Saved entries
+++++

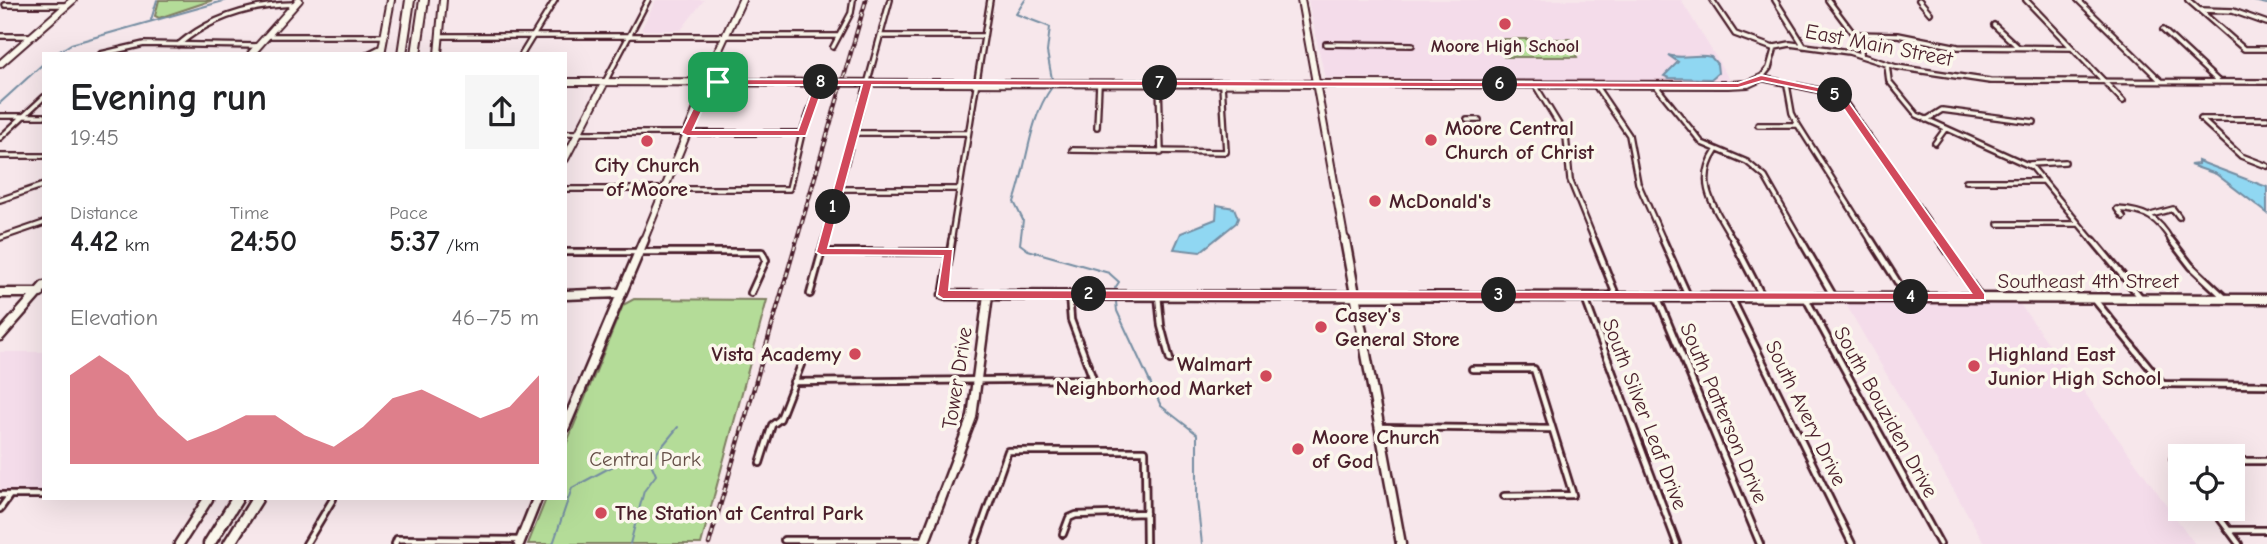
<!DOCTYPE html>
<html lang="en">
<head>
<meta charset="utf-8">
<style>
  :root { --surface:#fff; --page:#f6f6f6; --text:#202124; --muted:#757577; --accent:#d1495b }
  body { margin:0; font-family:"Comic Neue",sans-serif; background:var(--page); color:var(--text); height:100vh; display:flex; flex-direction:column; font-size:26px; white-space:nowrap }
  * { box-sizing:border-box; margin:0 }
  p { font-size:23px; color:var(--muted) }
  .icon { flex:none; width:38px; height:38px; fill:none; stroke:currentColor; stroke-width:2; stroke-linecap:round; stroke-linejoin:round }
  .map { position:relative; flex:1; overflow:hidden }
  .drawer { position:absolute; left:42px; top:52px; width:525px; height:448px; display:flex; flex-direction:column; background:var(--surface); border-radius:0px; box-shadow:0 7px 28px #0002 }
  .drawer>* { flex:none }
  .tools { position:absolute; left:2168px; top:444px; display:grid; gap:14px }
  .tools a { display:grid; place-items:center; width:77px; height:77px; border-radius:0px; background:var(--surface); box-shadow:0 7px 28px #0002; font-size:35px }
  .pin { position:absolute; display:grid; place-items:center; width:60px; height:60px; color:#fff; margin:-30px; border-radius:14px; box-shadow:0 4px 10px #0006 }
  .km { position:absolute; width:35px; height:35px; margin:-18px; border-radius:50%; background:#222; color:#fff; font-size:19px; line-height:35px; text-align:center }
  .round { display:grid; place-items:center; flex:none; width:74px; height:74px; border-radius:0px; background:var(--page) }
  .overview { display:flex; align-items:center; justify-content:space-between; height:119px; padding:0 28px }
  h1 { font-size:38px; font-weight:700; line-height:52px }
  .figures { display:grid; grid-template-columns:repeat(3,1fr); gap:10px; height:119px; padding:7px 28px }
  .figures div { display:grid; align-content:center }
  .figures b { font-size:30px; font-weight:700 }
  .figures small { font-size:19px; font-weight:400 }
  .figures p { font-size:19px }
  .chart { height:196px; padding:14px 28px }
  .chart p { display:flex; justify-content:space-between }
  .chart svg { width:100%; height:126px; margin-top:7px; fill:var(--accent); opacity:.7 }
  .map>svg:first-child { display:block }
</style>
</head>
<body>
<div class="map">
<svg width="2267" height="544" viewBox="0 0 2267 544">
  <rect width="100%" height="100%" fill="#f7e7eb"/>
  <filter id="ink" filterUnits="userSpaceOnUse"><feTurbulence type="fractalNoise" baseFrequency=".0143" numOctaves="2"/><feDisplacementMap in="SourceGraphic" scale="14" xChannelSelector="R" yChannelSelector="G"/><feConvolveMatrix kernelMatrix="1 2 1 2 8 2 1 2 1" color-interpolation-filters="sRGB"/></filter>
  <g filter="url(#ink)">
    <!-- built -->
    <path fill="#f4dcea" d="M656 0H704L681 30H641Z
      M1308 0H1681L1731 82 1325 78Z
      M1844 301 2019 303 2195 544H1985Z
      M0 352H44V490H9L0 502Z"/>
    <!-- green -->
    <path fill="#b4dc98" stroke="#7f7e62" stroke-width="2" d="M159 0H213L159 18 155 16Z
      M1498 39H1570L1577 57H1504Z
      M634 299 767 300 701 544H528L546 499H565V447L623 305Z"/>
    <!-- water -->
    <path fill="#90d7f2" stroke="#748da2" stroke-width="2" d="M1668 55C1682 60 1696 53 1711 57L1717 64 1718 73 1711 79 1669 78 1664 76 1678 62Z
      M2198 161 2267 187V213L2216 174 2190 165 2198 164Z
      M1217 205 1234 208 1238 218 1236 223 1200 252 1174 249 1181 233 1216 219Z"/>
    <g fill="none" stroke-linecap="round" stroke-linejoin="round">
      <!-- stream -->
      <path stroke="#748da2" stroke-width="2" d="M1025 0 1016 14 1050 27 1047 52 1052 79
        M2249 0 2267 4
        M151 20 157 0
        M55 54 71 44 227 0
        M1052 87C1028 120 1028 164 1014 202L1023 220 1020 244 1028 250 1109 273 1119 282 1115 288
        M0 103 44 63
        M1116 302 1117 311 1161 406 1197 434V500L1202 544
        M553 544 572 488 626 459 631 449
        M630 544 644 491 656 475 650 461 678 427"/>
      <defs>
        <path id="street-far1" d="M1712 0 1735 34 1773 48
          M1775 0 1804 46
          M1828 0 1861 44V55
          M1919 0 1930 13
          M2026 0 2123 101
          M2078 0 2161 81
          M2188 0 2244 49H2267
          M5 5H67
          M2201 10 2233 11 2267 23
          M1994 25 2018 47
          M2163 30 2219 82
          M1854 34 1898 35 1958 47 2072 48
          M0 36H31
          M267 36H385
          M440 36H838
          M880 36H984
          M1326 44 1412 45
          M178 45C211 17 252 5 295 4
          M833 47 851 13 853 0
          M101 54 144 44 258 46
          M368 54 382 47
          M522 54 555 0
          M1887 65 1889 81 1917 115 2032 167 2094 242
          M605 82 648 0
          M1159 84 1161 153
          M1535 85 1566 136 1570 180 1595 242
          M1595 85 1629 135 1638 183 1664 242
          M1787 85 1792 113 1798 125 1872 242
          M1656 86 1702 143 1747 162 1765 177 1802 242
          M0 116H44
          M2201 119 2241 156 2267 166
          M2202 119H2267
          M1467 120H1479
          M1926 120 1942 110 2034 122
          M1758 125H1798
          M1097 127 1099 84
          M565 133H802
          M853 133H968
          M0 138 44 97
          M1935 143 1946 128
          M1072 150 1226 152 1222 84
          M1716 151C1693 185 1717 210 1734 242
          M0 156H44
          M2030 164 2065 162
          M1966 181H2044
          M565 189H789L802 133 820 82
          M838 189H959
          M0 200 44 185
          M2151 215 2173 209 2179 217
          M2123 217 2117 209C2146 211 2158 217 2172 242
          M1998 224H2079
          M0 238 44 223
          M824 242 890 0
          M951 242 990 0
          M1942 242 1843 100 1823 91 1761 78 1769 68 1775 47 1790 44 1849 52 1896 67 1990 81 2267 82"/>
        <path id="street" d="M1594 240 1616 295
          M1663 240 1688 296
          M1733 240 1762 296
          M1801 240 1834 297
          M1871 240 1907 297
          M1940 240 1980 297
          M2093 240 2142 299
          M2171 240 2191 266 2226 299
          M565 252H762L766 260 751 293
          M821 252H949
          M810 294 825 240
          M943 295 952 240
          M1158 295 1161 326 1170 360
          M1584 296 1677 544
          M1657 296 1760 544
          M1731 297 1852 544
          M1805 297 1940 544
          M2094 299 2163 384 2267 385
          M1472 369H1534L1573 495 1504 496
          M793 382 1093 379 1071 320 1069 295
          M1379 427 1552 429
          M1382 433 1429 430
          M2173 459 2180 467
          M2233 461H2267
          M760 463 772 425 780 419 804 357
          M0 495H44
          M0 509 10 495
          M2213 509 2239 544
          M2230 530H2267
          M1063 534 1069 518 1076 515 1146 513
          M784 540H925
          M306 544 333 499
          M395 544 397 539 520 540
          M975 544 1008 451H1145L1146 544"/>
        <path id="secondary-far1" d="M1301 0 1345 242
          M251 54 299 0
          M381 54 391 0
          M438 54 443 0
          M0 64 73 0
          M565 82 1728 85 1748 84 1761 78
          M698 103 704 82 742 0
          M565 159 605 82
          M643 242 719 54"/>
        <path id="secondary" d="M1345 240 1401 544
          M0 293H40
          M565 295 619 293
          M943 295 2267 299
          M0 336 44 286
          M565 427 644 240
          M179 544 208 499
          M519 544 537 499
          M924 544 972 417 988 295"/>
        <path id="highway-far1" d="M402 54 410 0
          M416 54 424 0"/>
        <path id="highway" d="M209 544 237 499
          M229 544 257 499"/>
      </defs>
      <!-- street-far1 casing -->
      <use href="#street-far1" stroke="#4a1f2b" stroke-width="8"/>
      <!-- street casing -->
      <use href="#street" stroke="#4a1f2b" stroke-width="10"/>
      <!-- secondary-far1 casing -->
      <use href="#secondary-far1" stroke="#4a1f2b" stroke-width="10"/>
      <!-- secondary casing -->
      <use href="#secondary" stroke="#4a1f2b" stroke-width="13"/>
      <!-- highway-far1 casing -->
      <use href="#highway-far1" stroke="#4a1f2b" stroke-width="12"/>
      <!-- highway casing -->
      <use href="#highway" stroke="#4a1f2b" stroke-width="15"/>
      <!-- street-far1 -->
      <use href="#street-far1" stroke="#fbf7ec" stroke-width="3.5"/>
      <!-- street -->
      <use href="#street" stroke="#fbf7ec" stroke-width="4.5"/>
      <!-- secondary-far1 -->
      <use href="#secondary-far1" stroke="#fbf7ec" stroke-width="6"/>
      <!-- secondary -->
      <use href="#secondary" stroke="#fbf7ec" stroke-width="8"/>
      <!-- highway-far1 -->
      <use href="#highway-far1" stroke="#fbf7ec" stroke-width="8"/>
      <!-- highway -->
      <use href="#highway" stroke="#fbf7ec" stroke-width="10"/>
      <defs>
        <path id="rail" d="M709 544 866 0"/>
      </defs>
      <!-- rail casing -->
      <use href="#rail" stroke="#4a1f2b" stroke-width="4.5"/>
      <!-- rail -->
      <use href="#rail" stroke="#fbf7ec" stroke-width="2" stroke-dasharray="4.5" stroke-linecap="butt"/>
    </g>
  </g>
  <!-- route -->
  <path fill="#d1495b" stroke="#fff" stroke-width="2" fill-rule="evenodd" d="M1761 75 1827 89 1846 98 1985 294V300L943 299 937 295 943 256 821 255 816 252 862 85H824L806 136H687L681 133 706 82 710 79 1738 83ZM1762 81 1821 93 1839 102 1971 293 949 290 953 249 828 248 872 85 1738 88ZM714 85H814L798 130H693Z"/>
  <!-- markers -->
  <g fill="#d1495b" stroke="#fbf7ec" stroke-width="2.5">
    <circle cx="1505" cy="24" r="7"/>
    <circle cx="1431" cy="140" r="7"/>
    <circle cx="647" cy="141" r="7"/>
    <circle cx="1375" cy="201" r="7"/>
    <circle cx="1321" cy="327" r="7"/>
    <circle cx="855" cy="354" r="7"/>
    <circle cx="1974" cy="366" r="7"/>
    <circle cx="1266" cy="376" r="7"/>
    <circle cx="1298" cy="449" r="7"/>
    <circle cx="601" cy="513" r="7"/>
  </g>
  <g text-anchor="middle" stroke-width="7" stroke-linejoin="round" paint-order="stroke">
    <!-- far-poi labels -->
    <g font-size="18" font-weight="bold" fill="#4a1f2b" stroke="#fbf7ec">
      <text x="1505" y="52">Moore High School</text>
    </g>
    <!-- street labels -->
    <g font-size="21" fill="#4a1f2b" stroke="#fbf7ec">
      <text transform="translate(1879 45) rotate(11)" y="7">East Main Street</text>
      <text x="2088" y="288">Southeast 4th Street</text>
      <text transform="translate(957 378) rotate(-81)" y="7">Tower Drive</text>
      <text transform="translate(1886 412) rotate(61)" y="7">South Bouziden Drive</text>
      <text transform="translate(1724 413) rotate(67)" y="7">South Patterson Drive</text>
      <text transform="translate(1806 413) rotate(64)" y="7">South Avery Drive</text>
      <text transform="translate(1645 414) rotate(69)" y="7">South Silver Leaf Drive</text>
    </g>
    <!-- poi labels -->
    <g font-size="21" font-weight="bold" fill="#4a1f2b" stroke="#fbf7ec" text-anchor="start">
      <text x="1445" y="135">Moore Central<tspan x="1445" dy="24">Church of Christ</tspan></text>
      <text x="647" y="172" text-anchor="middle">City Church<tspan x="647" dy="24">of Moore</tspan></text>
      <text x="1389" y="208">McDonald's</text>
      <text x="1335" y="322">Casey's<tspan x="1335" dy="24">General Store</tspan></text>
      <text x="841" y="361" text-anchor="end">Vista Academy</text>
      <text x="1988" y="361">Highland East<tspan x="1988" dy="24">Junior High School</tspan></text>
      <text x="1252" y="371" text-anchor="end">Walmart<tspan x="1252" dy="24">Neighborhood Market</tspan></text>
      <text x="1312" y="444">Moore Church<tspan x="1312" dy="24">of God</tspan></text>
      <text x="615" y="520">The Station at Central Park</text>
    </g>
    <!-- park labels -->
    <g font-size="21" fill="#644e46" stroke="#fbf7ec">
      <text x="645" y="466">Central Park</text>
    </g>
  </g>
</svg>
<div class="tools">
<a><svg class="icon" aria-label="locate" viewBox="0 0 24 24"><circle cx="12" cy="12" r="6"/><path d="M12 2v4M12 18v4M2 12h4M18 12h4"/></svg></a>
</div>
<div class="pin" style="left:718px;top:82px;background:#1e9e55"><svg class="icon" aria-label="arrive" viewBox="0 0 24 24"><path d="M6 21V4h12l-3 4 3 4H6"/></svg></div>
<b class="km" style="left:833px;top:207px">1</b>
<b class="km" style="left:1089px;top:294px">2</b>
<b class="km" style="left:1499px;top:295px">3</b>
<b class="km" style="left:1911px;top:297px">4</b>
<b class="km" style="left:1835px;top:95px">5</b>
<b class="km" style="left:1500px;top:84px">6</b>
<b class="km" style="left:1160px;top:83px">7</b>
<b class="km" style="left:821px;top:82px">8</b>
<section class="drawer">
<div class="overview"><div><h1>Evening run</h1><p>19:45</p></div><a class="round"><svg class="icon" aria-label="share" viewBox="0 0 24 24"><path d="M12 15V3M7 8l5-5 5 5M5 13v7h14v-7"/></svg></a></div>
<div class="figures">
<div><p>Distance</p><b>4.42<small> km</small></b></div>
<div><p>Time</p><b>24:50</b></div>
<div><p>Pace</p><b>5:37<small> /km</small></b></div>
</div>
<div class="chart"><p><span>Elevation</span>46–75 m</p>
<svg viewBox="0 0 160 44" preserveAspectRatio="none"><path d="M0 44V13L10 6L20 13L30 27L40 36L50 32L60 27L70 27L80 34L90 38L100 31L110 21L120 18L130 23L140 28L150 24L160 13V44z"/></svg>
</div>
</section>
</div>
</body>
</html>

+++++

■ WORK REQUEST ■
Look over the records above, and wherever a line contains the string "linejoin", copy that line.

■ EXPECTED OUTPUT ■
  .icon { flex:none; width:38px; height:38px; fill:none; stroke:currentColor; stroke-width:2; stroke-linecap:round; stroke-linejoin:round }
    <g fill="none" stroke-linecap="round" stroke-linejoin="round">
  <g text-anchor="middle" stroke-width="7" stroke-linejoin="round" paint-order="stroke">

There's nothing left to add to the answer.